>>671934 Is: The reality, either in symbol or fact or both. Possible: Within capacity. Man: What experiences. Commit: To act with purpose. Selfless: Without consideration of ones self. Act: A behavior or deed of man.
Yes. There are evolutionary reasons for people to do selfless acts, like saving a child or so, which isn't favourable for the martyr. Is it possible for a man to commit a conscious selfless act? Yes. There are people who believe in an objective morality, and follow it despite their will to follow it (I am a vegetarian even though I love meat, and I am also an atheist, somewhat, who don't think I will be rewarded for it).
The idea that people do only egoistic acts only seem to stem from egoistic people. Instead of asking whether it is possible, I think you should try arguing that it is impossible to not be an egoist, which is a much harder task to do. Putting another thing's interest above ones own is a very plausible metaphysical and physical construct, so why wouldn't it be possibly physiologically/psychologically?
It seems more like one of the silly re-iterated-into-everyday-wisdom-enlightenment ideas that should be die ASAP.
Remember that the possibility to give an explanatory reduction to selfishness isn't sufficient evidence for it being selfish. I can explain everything with the God hypothesis, but that doesn't mean it is true. You need to go from already known axioms and deduce the conclusion, not infer to it as a plausible explanation; or you need to give a reason why it is the best possible belief given current evidence.
Performing a selfish act implies intent intent is not possible under certain circumstances, such as when under the influence of certain drugs Therefor any act done without intent can be seen as being entirely selfless due to its randomness and unpredictability
>>671970 Any idea about how valid the memes about scopolamine are?

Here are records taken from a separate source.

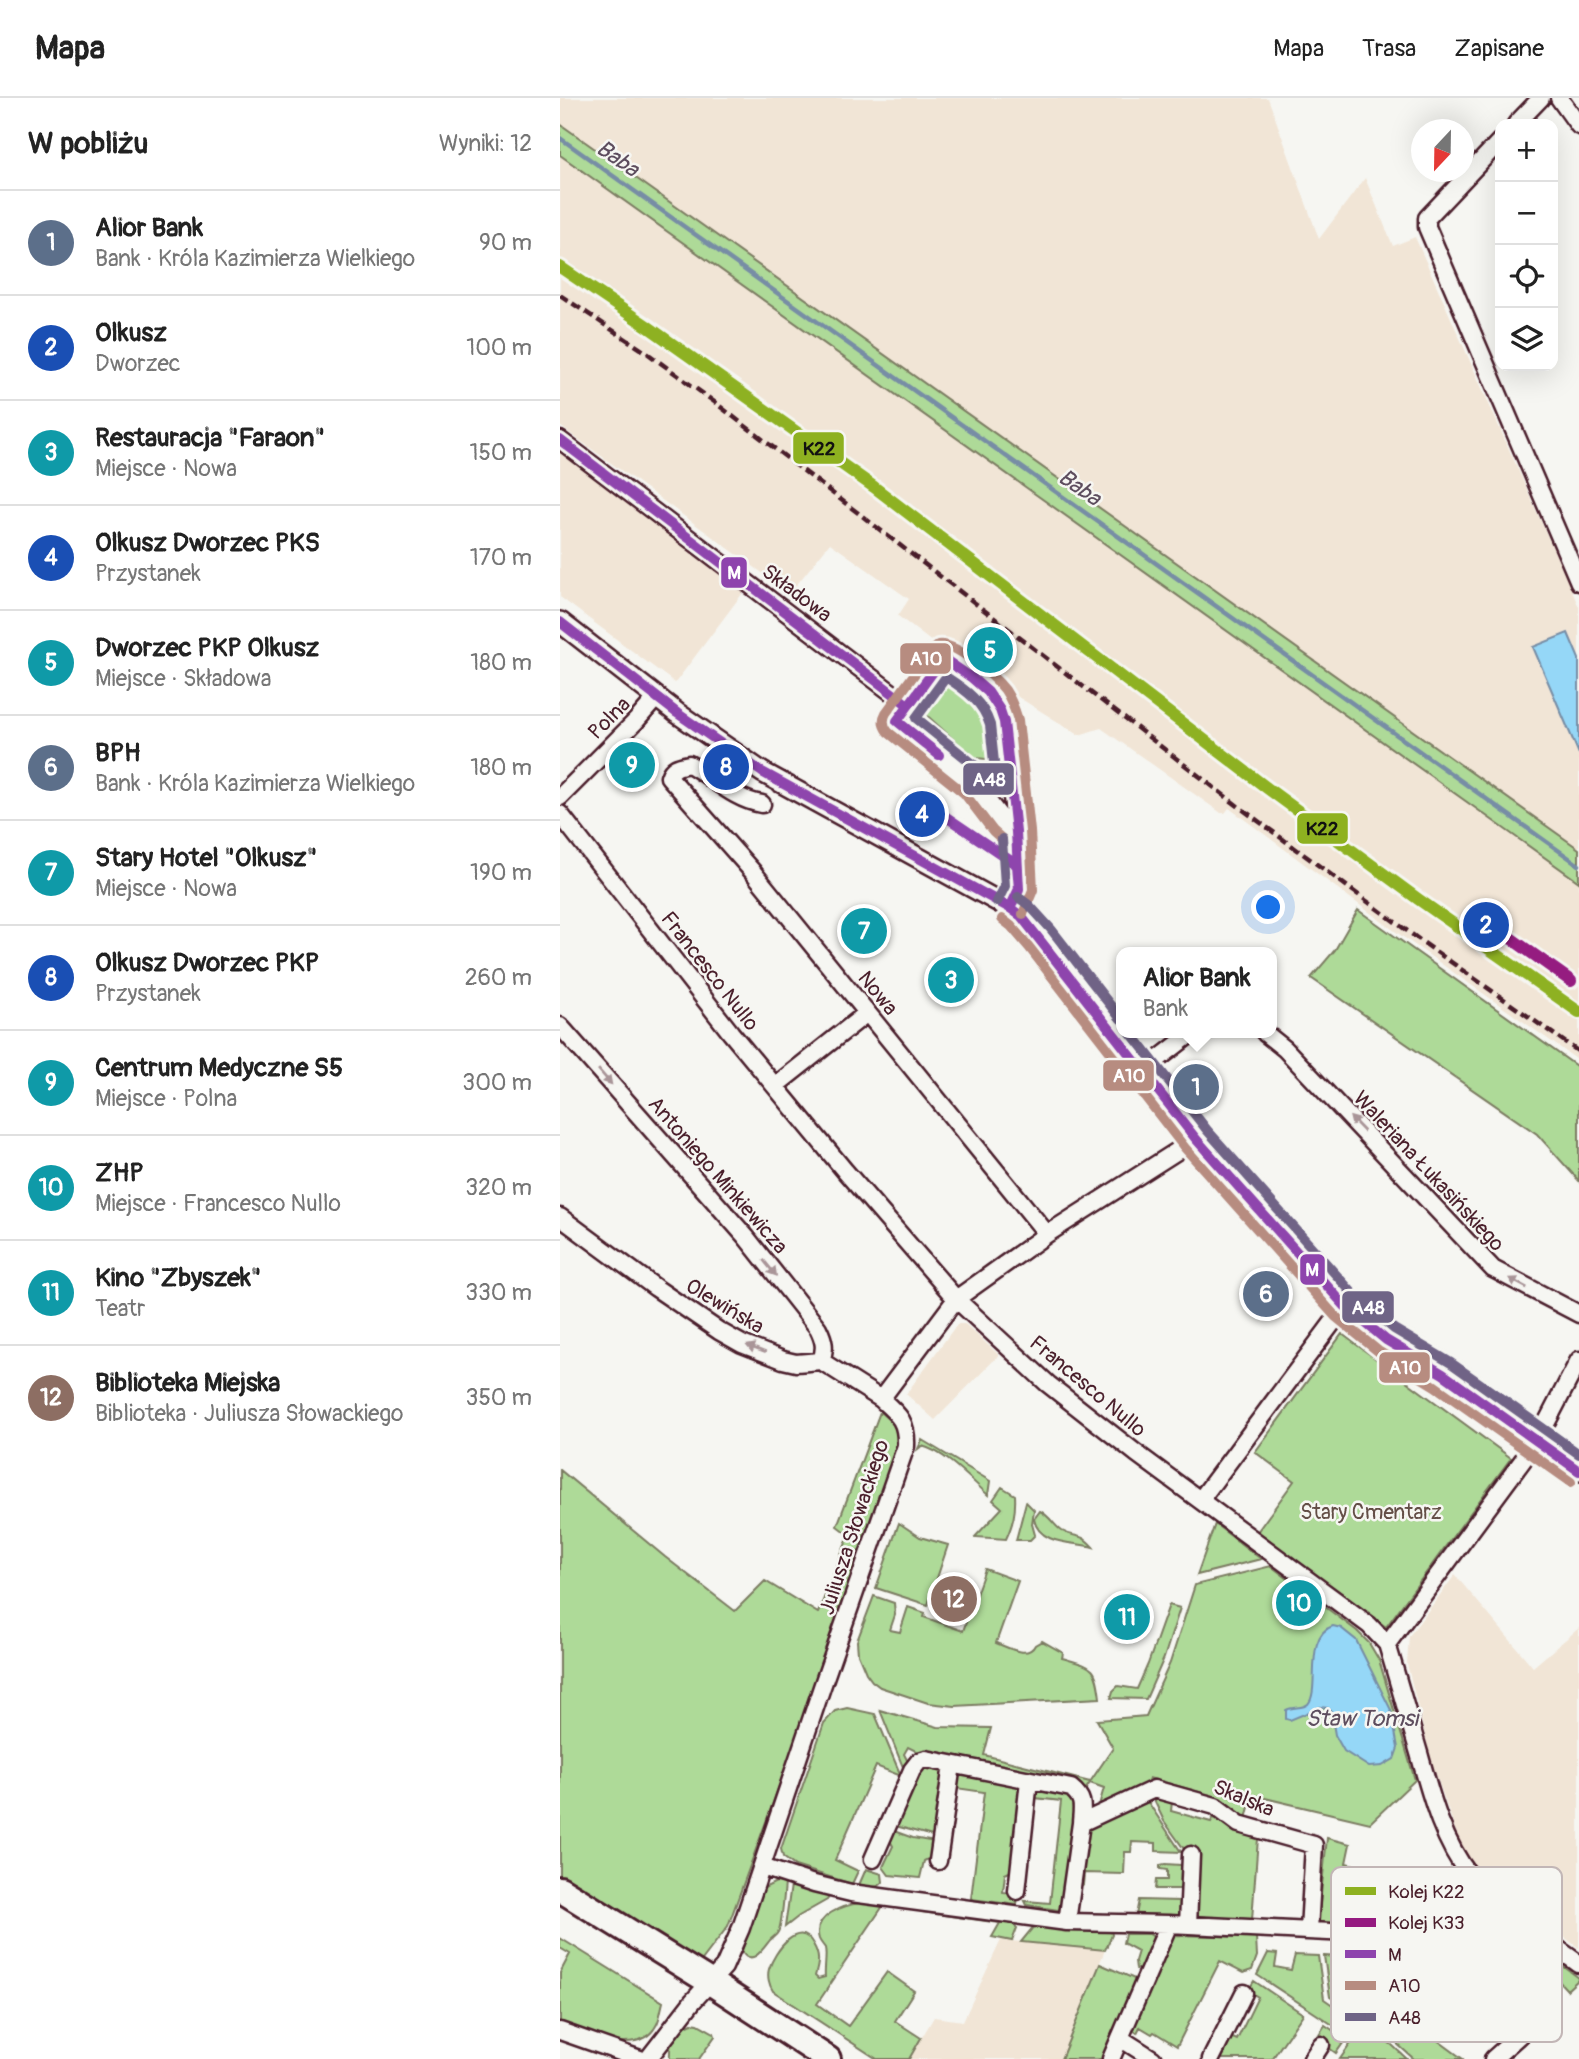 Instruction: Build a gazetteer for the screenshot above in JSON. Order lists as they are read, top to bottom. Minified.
{"streets":{"street":["Składowa","Polna","Francesco Nullo","Nowa","Waleriana Łukasińskiego","Antoniego Minkiewicza","Olewińska","Juliusza Słowackiego","Skalska"]},"crossings":[["Antoniego Minkiewicza","Olewińska"]],"one_way":["Antoniego Minkiewicza","Olewińska"],"water":["Baba","Staw Tomsi"],"parks":["Stary Cmentarz"],"lines":["rail line K22","transit line M","transit line A10","transit line A48","rail line K33"],"legend":["Kolej K22","Kolej K33","M","A10","A48"],"north":"bottom","page":{"header":"Mapa","nav":["Mapa","Trasa","Zapisane"],"heading":["W pobliżu","Wyniki: 12"],"map_buttons":["+","−"],"list":[{"mark":"1","name":"Alior Bank","note":"Bank · Króla Kazimierza Wielkiego","value":"90 m"},{"mark":"2","name":"Olkusz","note":"Dworzec","value":"100 m"},{"mark":"3","name":"Restauracja \"Faraon\"","note":"Miejsce · Nowa","value":"150 m"},{"mark":"4","name":"Olkusz Dworzec PKS","note":"Przystanek","value":"170 m"},{"mark":"5","name":"Dworzec PKP Olkusz","note":"Miejsce · Składowa","value":"180 m"},{"mark":"6","name":"BPH","note":"Bank · Króla Kazimierza Wielkiego","value":"180 m"},{"mark":"7","name":"Stary Hotel \"Olkusz\"","note":"Miejsce · Nowa","value":"190 m"},{"mark":"8","name":"Olkusz Dworzec PKP","note":"Przystanek","value":"260 m"},{"mark":"9","name":"Centrum Medyczne S5","note":"Miejsce · Polna","value":"300 m"},{"mark":"10","name":"ZHP","note":"Miejsce · Francesco Nullo","value":"320 m"},{"mark":"11","name":"Kino \"Zbyszek\"","note":"Teatr","value":"330 m"},{"mark":"12","name":"Biblioteka Miejska","note":"Biblioteka · Juliusza Słowackiego","value":"350 m"}],"pins":["5","9","8","4","2","7","3","1","6","12","10","11"],"popup":["Alior Bank","Bank"]}} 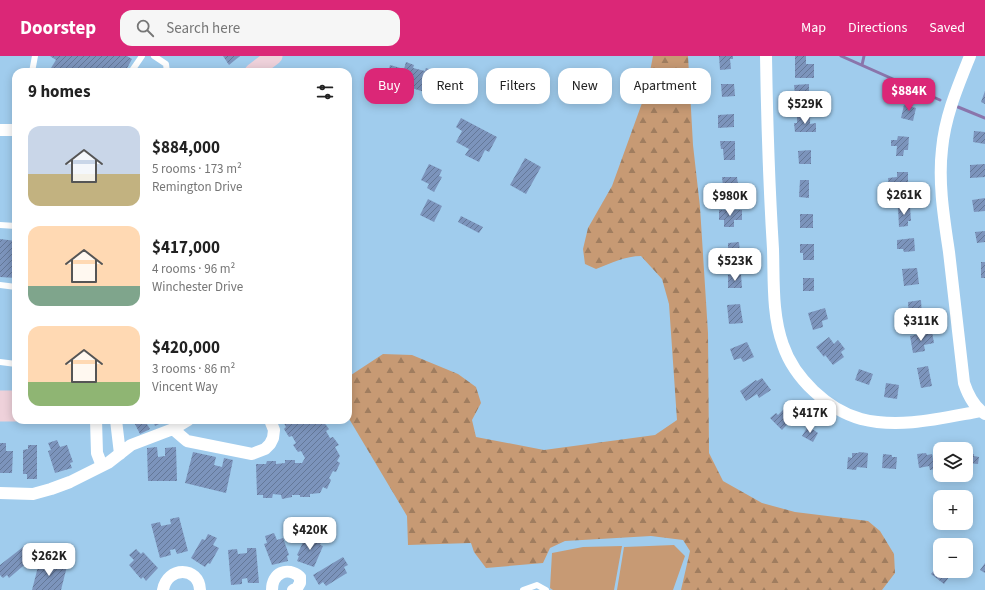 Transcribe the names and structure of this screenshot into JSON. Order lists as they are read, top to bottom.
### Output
{
  "page": {
    "header": "Doorstep",
    "search": "Search here",
    "nav": ["Map", "Directions", "Saved"],
    "chip": [
      "Buy",
      "Rent",
      "Filters",
      "New",
      "Apartment"
    ],
    "heading": "9 homes",
    "price": [
      "$884K",
      "$529K",
      "$261K",
      "$980K",
      "$523K",
      "$311K",
      "$417K",
      "$420K",
      "$262K"
    ],
    "list": [
      {
        "name": "$884,000",
        "note": "5 rooms · 173 m² · Remington Drive"
      },
      {
        "name": "$417,000",
        "note": "4 rooms · 96 m² · Winchester Drive"
      },
      {
        "name": "$420,000",
        "note": "3 rooms · 86 m² · Vincent Way"
      }
    ],
    "map_buttons": ["+", "−"]
  }
}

>It is unclear if the claims of use of scopolamine in crime is true or not. The drug is known to produce loss of memory of events recently before exposure and sleepiness, similar to the effect of benzodiazepines or alcohol poisoning, but claims of the drug "removing free will" are dubious.
>Scopolamine has been used under the name "burundanga" in Venezuelan and Thailand resorts in order to drug and then rob tourists. In 2008, Vice News aired an episode called Colombian Devil's Breath recounting the use of scopolamine by Colombian criminals as a suggestion drug. The two-part investigation contains first-hand accounts of its use, including claims that small amounts blown into people's faces turn them into "mindless zombies". While there are rumors that delivery mechanisms include using pamphlets and flyers laced with the drug, not enough is readily absorbed through the skin to have an effect. However, spiked alcoholic drinks are occasionally used.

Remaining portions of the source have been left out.